Top 10 books of 2012

My top 10 books of the year. All audiobooks except for the Psychopath test. (Wow there’s not much between this post and last years top ten, I might just turn this into a book blog and be done with it)

10Into the Darkest Corner I still want to find a thriller that genuinely thrills me but in general I find them really disappointing, clichéd, full of plot holes, and the biggest flaw in any genre for me: inauthentic. But this was definitely one of the better ones. Authethentic, plausible, and neither cliched nor disappointing.

9. Heft Arthur opp; an obese reclusive professor. Kel Keller: a promising baseball star. And Kel’s mother Charlene; the link between the two men. A small story, finely handled.

8. The Psychopath Test: A Journey Through the Madness Industry I’m still baffled by the clumsy start to this book but otherwise a fascinating dissection of what it really means to be a psychopath.

7. The Family Fang considering I’m a sucker for darkly comic dysfunctional families, how’s this for dysfunctional: “Child A” Annie and “Child B” Buster, serve as little more than the main props in their parent’s performance art. Unsurprisingly they have issues by the time they get to adulthood.

6. The Marriage Plot – A bit like One Day, except not shit. Actually it’s nothing like one day except that it pivots around a relationship. Recommended for fans of Franzen. They are quite similar.

5. Tell the Wolves I’m Home The thing about this book is that it’d be a great YA book. Though if it was marketed that way I never would have read it. The Hunger Games was a fun romp – but it had me rolling my eyes in lots of places where it was really dumbed down nonsense. If that’s YA I’m out. Tell the Wolves is mostly about a teenager struggling with loss, love and grief as well as the usual teenage stuff. But unlike The Hunger Games, it’s Rock Solid. No eye rolling.

4. 1Q84 – I’ve had a curious relationship with Murakami books, I wasn’t crazy about the first one but there’s something about his stories that just lure you back for more, and I’ve enjoyed each one more than the previous. But I also think 1Q84 is his most accomplished work, there’s a crazy logic in the alternate universe of 1Q84. It’s bit of a marmite book though, some people seem to hate it. I loved it.

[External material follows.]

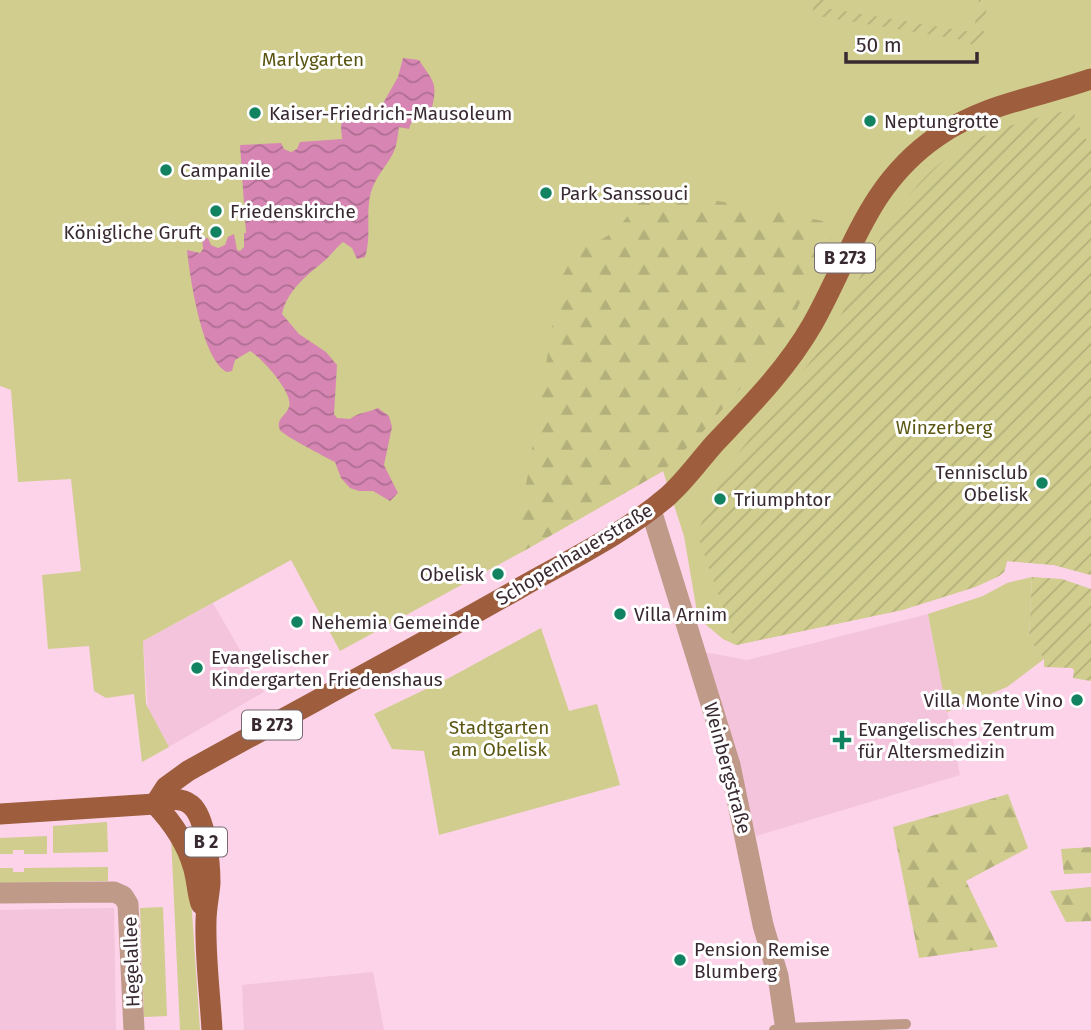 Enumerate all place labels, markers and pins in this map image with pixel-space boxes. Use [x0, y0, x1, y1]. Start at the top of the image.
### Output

3. People Who Eat Darkness: The Fate of Lucie Blackman True crime doesn’t get much better than this. There are so many fascinating strands to this story; the hostess culture in Japan, the exploration of how grieving parents are expected to act in the eye of the public, and of course the main crime itself involving the disappearance of Lucie Blackman

2. Skagboys  Brilliant. As good as Trainspotting, if not better. No one does it better with this kind of stuff. It was like being back with a bunch of old friends. Even scumbags like Begbie… The problem is, he’s a mate n aw. What kin ye dae?

1. Where’d You Go, Bernadette  Comedy is a funny thing(!) I usually find any books that are written for the comedy section anything but funny. I really didn’t like the comedy-book-of-the-moment “The 100 year old man who climbed out of the window”. But Where’d You Go, Bernadette was for me genuine laugh out loud funny as fuck.

I wish more books were like this. No long drawn out back story, or plodding character development. Just bam! Straight into it. A few pages in and there’s a whole world of hilarious stuff going on. This is one big passive aggressive note against the type of people who might write passive aggressive notes. Great fun, if a little far fetched in places, but it’s almost in sitcom territory, so we can give it some comedic licence. Highly recommended.

Honourable mention as I just finished it yesterday.

The Yellow Birds

Yellow birds is an American soldier’s semi-autobiographical experience of the Iraq war. That conjures up a book that generally I would have little interest in but this boy sure can write. You can easily see why he’s being compared to the likes of Cormac McCarthy:

“Clouds spread out over the Atlantic like soiled linens on an unmade bed. I knew, watching them, that if any given moment a measurement could be made it would show how tentative was my mind’s mastery over my heart. Such small arrangements make a life, and though it’s hard to get close to saying what the heart is, it must at least be that which rushes to spill out of the parentheses which were the beginning and the end of my war: the old life disappearing into the dust … ”

It’s in equal parts about the death of a friend and the death of his own youth, both killed in a senseless war. Brilliantly written.